[Opening Source information section]

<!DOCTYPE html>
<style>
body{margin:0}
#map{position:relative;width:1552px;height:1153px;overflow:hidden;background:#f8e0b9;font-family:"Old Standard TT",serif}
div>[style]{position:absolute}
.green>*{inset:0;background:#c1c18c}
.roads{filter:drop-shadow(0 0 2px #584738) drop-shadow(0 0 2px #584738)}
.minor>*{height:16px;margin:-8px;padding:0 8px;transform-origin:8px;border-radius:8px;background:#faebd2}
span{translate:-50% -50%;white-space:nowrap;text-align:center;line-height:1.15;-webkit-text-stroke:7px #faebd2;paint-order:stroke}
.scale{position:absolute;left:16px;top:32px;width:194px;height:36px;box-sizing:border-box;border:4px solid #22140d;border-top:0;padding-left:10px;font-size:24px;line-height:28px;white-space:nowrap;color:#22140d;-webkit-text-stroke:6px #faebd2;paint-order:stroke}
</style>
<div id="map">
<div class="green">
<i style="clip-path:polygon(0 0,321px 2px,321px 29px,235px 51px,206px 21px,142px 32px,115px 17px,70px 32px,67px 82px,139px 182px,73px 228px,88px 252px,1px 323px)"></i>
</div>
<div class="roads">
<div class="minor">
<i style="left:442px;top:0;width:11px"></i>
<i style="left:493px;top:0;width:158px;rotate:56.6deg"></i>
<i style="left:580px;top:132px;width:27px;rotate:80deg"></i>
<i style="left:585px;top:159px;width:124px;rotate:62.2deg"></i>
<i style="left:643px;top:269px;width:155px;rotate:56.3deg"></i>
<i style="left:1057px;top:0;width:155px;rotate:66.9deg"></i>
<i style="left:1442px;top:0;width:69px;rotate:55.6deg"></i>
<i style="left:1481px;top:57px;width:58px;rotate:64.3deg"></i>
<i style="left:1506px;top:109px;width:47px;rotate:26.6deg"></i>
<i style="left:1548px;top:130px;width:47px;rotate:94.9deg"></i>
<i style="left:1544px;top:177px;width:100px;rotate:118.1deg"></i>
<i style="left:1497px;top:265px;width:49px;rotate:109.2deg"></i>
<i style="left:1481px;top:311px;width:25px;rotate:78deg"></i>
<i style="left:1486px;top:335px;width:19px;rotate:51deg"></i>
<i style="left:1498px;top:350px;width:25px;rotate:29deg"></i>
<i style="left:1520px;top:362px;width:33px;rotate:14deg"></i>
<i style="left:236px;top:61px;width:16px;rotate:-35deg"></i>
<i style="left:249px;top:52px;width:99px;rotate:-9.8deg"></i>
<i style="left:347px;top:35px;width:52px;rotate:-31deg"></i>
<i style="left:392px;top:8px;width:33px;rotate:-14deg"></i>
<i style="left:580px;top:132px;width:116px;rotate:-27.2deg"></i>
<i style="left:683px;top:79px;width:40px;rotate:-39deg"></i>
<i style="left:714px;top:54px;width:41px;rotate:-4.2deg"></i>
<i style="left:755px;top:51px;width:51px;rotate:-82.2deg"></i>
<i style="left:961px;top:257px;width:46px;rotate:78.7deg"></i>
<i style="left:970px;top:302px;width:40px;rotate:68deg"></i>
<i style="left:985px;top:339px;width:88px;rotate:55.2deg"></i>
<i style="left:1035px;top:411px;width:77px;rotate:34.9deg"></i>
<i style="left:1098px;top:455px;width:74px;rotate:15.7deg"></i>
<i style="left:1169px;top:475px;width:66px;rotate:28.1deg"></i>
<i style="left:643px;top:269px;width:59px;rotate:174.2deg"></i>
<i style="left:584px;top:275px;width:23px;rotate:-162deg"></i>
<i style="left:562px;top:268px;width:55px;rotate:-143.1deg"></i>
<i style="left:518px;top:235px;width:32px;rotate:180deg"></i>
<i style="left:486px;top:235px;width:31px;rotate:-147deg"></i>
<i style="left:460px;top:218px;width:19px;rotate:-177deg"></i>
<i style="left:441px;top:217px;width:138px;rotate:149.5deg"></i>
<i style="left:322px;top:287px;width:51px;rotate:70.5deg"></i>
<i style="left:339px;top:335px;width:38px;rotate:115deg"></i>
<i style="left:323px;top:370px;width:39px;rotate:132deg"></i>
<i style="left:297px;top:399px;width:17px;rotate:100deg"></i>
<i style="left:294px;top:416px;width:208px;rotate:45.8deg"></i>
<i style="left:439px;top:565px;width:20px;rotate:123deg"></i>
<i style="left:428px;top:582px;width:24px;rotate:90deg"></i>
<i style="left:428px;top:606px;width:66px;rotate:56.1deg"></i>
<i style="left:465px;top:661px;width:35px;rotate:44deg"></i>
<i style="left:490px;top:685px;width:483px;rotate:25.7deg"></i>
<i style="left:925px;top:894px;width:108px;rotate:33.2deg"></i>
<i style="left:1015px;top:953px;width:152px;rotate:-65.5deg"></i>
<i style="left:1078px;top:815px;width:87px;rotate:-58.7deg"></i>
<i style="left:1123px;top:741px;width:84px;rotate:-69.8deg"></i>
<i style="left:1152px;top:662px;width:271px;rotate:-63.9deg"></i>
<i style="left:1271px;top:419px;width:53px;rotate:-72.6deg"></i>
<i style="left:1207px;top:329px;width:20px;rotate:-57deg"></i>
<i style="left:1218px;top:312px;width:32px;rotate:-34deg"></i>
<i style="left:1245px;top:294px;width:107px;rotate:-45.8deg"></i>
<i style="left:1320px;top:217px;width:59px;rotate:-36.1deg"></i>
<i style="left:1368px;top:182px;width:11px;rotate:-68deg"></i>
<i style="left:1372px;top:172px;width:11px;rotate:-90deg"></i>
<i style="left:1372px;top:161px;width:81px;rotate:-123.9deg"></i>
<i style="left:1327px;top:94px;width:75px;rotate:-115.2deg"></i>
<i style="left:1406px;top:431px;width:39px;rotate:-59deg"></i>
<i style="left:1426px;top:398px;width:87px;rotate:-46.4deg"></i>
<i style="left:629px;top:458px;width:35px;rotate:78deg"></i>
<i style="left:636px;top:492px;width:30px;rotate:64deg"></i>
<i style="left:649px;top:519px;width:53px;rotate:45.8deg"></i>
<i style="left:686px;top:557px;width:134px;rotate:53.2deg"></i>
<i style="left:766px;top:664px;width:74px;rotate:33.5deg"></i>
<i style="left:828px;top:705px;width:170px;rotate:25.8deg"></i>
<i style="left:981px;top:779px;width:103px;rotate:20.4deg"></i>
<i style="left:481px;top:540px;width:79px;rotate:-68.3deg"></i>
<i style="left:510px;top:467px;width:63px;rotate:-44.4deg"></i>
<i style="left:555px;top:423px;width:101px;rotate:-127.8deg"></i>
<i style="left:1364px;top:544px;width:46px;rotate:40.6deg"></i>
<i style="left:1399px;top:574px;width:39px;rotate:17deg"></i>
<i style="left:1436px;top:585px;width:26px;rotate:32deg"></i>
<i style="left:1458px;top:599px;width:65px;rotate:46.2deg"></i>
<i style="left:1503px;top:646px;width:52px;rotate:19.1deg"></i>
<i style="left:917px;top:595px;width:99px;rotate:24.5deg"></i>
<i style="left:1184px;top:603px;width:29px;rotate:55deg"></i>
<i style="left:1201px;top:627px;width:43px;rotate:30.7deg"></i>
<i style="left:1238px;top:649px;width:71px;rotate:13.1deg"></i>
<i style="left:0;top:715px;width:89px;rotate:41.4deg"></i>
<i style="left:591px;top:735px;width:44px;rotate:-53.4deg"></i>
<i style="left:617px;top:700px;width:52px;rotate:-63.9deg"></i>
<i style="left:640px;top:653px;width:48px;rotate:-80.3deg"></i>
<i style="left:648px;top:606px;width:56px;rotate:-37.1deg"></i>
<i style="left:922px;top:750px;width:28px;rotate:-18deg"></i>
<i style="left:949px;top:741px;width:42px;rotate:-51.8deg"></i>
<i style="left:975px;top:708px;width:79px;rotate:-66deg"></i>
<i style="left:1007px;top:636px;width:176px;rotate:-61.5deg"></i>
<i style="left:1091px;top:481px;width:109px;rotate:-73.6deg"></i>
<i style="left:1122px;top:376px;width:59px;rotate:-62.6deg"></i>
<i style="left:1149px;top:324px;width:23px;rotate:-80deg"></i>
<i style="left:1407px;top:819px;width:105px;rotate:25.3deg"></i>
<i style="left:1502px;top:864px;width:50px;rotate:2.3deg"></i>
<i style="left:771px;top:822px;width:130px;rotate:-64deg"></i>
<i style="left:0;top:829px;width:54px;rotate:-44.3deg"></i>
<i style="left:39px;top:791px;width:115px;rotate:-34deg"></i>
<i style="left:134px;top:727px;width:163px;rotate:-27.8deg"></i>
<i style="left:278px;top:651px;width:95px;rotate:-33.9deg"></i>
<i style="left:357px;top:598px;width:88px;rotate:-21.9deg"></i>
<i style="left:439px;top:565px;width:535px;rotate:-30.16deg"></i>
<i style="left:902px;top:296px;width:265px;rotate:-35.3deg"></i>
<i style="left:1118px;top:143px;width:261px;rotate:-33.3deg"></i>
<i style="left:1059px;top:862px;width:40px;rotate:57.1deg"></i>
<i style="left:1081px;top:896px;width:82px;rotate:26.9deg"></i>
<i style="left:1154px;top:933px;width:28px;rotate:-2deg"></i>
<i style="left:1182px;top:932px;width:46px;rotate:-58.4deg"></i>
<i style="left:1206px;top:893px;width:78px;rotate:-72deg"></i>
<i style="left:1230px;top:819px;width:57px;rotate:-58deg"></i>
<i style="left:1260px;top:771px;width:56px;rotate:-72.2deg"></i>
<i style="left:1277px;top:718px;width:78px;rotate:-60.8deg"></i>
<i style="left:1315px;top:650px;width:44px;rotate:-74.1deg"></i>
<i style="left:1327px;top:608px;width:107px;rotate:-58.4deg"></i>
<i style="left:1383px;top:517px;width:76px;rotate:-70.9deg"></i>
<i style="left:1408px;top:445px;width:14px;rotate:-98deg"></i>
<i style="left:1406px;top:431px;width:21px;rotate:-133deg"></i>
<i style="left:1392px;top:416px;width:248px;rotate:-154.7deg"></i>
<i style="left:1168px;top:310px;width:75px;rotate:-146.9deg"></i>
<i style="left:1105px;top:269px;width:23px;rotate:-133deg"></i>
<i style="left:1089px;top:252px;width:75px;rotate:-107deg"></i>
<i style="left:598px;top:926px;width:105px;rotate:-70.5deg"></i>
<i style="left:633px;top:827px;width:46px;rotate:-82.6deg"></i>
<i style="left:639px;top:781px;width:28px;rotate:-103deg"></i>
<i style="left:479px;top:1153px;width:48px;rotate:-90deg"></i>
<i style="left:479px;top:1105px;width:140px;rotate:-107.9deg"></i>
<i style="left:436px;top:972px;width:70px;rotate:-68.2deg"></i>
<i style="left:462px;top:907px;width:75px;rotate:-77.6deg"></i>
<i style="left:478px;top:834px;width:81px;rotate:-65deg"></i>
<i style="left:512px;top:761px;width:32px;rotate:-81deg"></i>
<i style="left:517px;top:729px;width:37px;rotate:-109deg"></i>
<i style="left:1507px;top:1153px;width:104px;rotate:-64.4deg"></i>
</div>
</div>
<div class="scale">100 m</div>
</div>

[Closing Source information section]

## [Your task]
Give back every line of the listing where the word "roads" shows up.

## [Response area]
.roads{filter:drop-shadow(0 0 2px #584738) drop-shadow(0 0 2px #584738)}
<div class="roads">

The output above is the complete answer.